Das ist sie also, die Yamaha Tracer 7, frisch übernommen als Dauertester für die Saison – und der erste Weg führt direkt ins echte Leben: 300 Kilometer Heimfahrt, kein Showroom-Blabla, sondern Asphalt, Wind und Erwartung. Tom von Motorchecker rollt los, mit einem Bike, das auf dem Papier solide wirkt: 73 PS, 68 Nm, rund 206 Kilo und ein versprochener Verbrauch von 4,2 Litern. Zahlen, die man kennt – aber die Straße schreibt ihre eigenen Geschichten. Noch ist es nur ein erster Eindruck, ein vorsichtiges Herantasten. Kein finales Urteil, sondern der Beginn einer Beziehung zwischen Fahrer und Maschine. Die Route führt raus aus der Theorie, rein in den Flow. Kurven warten, Autobahn ebenso. Und irgendwo dazwischen entscheidet sich, ob dieses Bike mehr ist als nur ein weiterer Mittelklasse-Tourer. Es ist dieser Moment zwischen Erwartung und Realität, der zählt – wenn der Helm sitzt, der Motor warm läuft und das Abenteuer beginnt.
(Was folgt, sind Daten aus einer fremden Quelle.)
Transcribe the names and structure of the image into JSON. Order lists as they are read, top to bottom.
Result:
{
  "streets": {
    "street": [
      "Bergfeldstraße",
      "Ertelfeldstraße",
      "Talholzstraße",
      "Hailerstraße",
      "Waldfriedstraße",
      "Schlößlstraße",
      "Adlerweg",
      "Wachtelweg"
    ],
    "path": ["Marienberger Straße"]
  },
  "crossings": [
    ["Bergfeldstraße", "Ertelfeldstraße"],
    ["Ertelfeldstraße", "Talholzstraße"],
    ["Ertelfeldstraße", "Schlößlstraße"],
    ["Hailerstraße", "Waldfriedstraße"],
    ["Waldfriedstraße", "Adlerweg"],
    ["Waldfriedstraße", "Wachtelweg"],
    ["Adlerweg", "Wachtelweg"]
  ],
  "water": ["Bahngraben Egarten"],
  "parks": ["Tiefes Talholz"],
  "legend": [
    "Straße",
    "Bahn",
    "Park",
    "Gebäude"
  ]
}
Automatik, die endlich überzeugt

Nach über 300 Kilometern wird klar: Die Überraschung sitzt im Getriebe. Das Y-AMT-System, bekannt aus größeren Modellen, zeigt hier eine Reife, die man so nicht zwingend erwartet hätte. Wo es in der Yamaha MT-07 noch ruppig wirkte, arbeitet es in der Tracer geschmeidig, fast intuitiv. Tom fährt den Großteil der Strecke im Automatikmodus – mal im entspannten D, mal im dynamischeren D+. Gerade auf der Landstraße entfaltet sich das volle Potenzial: saubere Schaltpunkte, spontane Reaktionen, sogar ein Kickdown, der beim Überholen ordentlich Druck liefert. Unterstützt wird das Ganze vom bewährten CP2-Motor, der bereits in der Yamaha MT-07 für breite Grinser sorgt. Auch hier liefert er genau das: lebendig, direkt, überraschend durchzugsstark. Selbst mit höherem Fahrergewicht bleibt genug Punch für flotte Überholmanöver. Die anfängliche Skepsis? Verflogen. Stattdessen wächst das Vertrauen – in Technik, Abstimmung und das Gefühl, dass hier vieles einfach richtig gemacht wurde.
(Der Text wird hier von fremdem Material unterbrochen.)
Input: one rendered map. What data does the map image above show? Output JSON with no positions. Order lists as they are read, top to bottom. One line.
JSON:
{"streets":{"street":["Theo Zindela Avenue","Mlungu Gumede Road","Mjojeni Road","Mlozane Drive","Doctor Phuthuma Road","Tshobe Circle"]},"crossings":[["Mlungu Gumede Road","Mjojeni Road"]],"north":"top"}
Wenn der Wind zum Gegner wird

Doch wo Licht ist, fällt auch Schatten – und der kommt in Form von Fahrtwind. Trotz verstellbarer Scheibe bleibt der Oberkörper erstaunlich ungeschützt. Helm und Schultern stehen voll im Luftstrom, was sich spätestens jenseits der 160 km/h bemerkbar macht. Die Tracer fühlt sich dann weniger wie ein Tourer an, eher wie ein hochbeiniges Naked Bike. Für kurze Sprints okay, für lange Autobahnetappen anstrengend. Gerade bei Seitenwind wird’s unruhig, fast unangenehm. Dabei ist die Sitzposition selbst ein echter Pluspunkt: aufrecht, entspannt, auch für Fahrer mit körperlichen Einschränkungen gut geeignet. Erst nach rund 200 Kilometern meldet sich der Sitz – nicht dramatisch, aber spürbar. Positiv: Der nahe Soziusplatz lädt zum Positionswechsel ein. Auf der Landstraße dagegen passt alles wieder zusammen. Weniger Tempo, mehr Gefühl, mehr Kontrolle. Hier wird der Wind nicht zum Feind, sondern Teil des Erlebnisses – genau so, wie man es sich wünscht.
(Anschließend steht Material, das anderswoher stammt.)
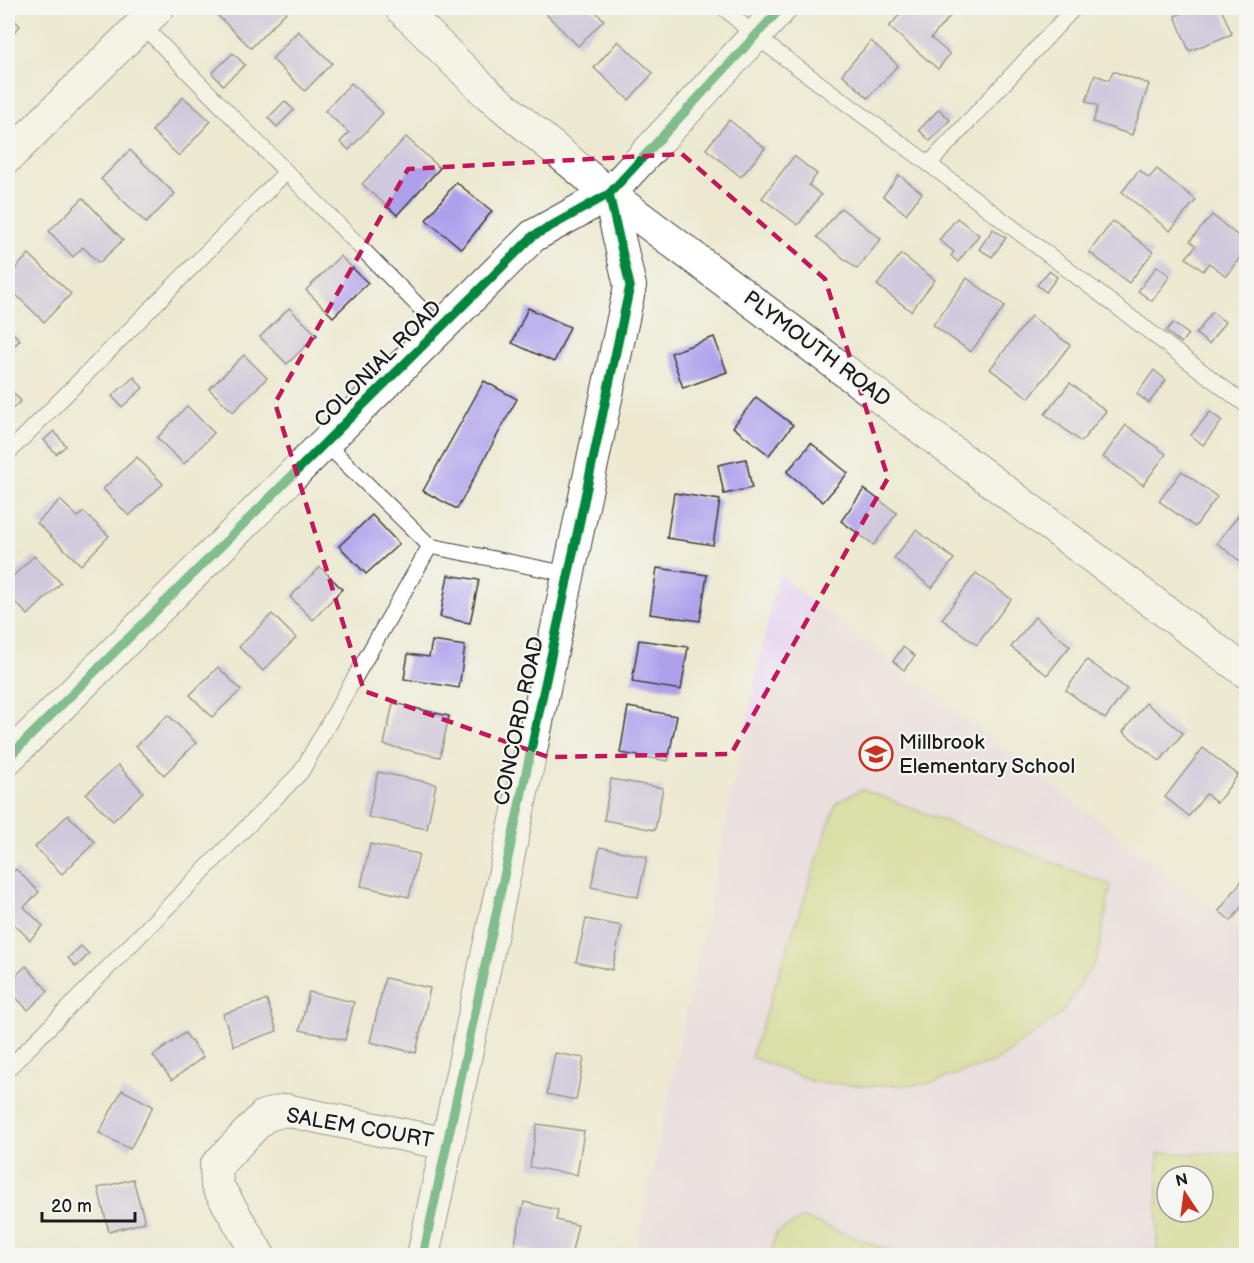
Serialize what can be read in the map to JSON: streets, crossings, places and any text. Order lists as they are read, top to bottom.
{
  "streets": {
    "street": [
      "PLYMOUTH ROAD",
      "COLONIAL ROAD",
      "CONCORD ROAD",
      "SALEM COURT"
    ]
  },
  "crossings": [
    ["PLYMOUTH ROAD", "COLONIAL ROAD"],
    ["PLYMOUTH ROAD", "CONCORD ROAD"],
    ["COLONIAL ROAD", "CONCORD ROAD"],
    ["CONCORD ROAD", "SALEM COURT"]
  ],
  "places": {
    "school or university": ["Millbrook Elementary School"]
  },
  "scale_bar": "20 m",
  "north": "top"
}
Kurvenrausch statt Kilometerfressen

Am Ende kristallisiert sich der Charakter klar heraus: Dieses Bike liebt Kurven. Die Leichtigkeit im Handling, das spielerische Umlegen von links nach rechts – fast wie ein Fahrrad mit Motor. Hier fühlt sich die Tracer zuhause. Autobahn kann sie, aber will sie nicht wirklich. Stadtverkehr? Kein Problem, dank schmaler Silhouette und unkompliziertem Handling. Der Verbrauch liegt real bei 4,9 Litern – absolut im Rahmen, gerade bei gemischter Fahrweise. Die Technik im Cockpit bleibt funktional: verschiedene Anzeigen, Navigation, USB-C-Anschluss – alles da, alles sinnvoll. Und dann das Fazit nach den ersten 340 Kilometern: ein überraschend spaßiges, vielseitiges Bike mit klarer Stärke auf der Landstraße. Kein Langstrecken-Autobahnkiller, aber ein echter Kurvenjäger. Die Reise hat gerade erst begonnen – und wenn dieser erste Eindruck eines zeigt, dann das: Dieses Motorrad will gefahren werden. Viel. Und am liebsten dort, wo die Straße lebt.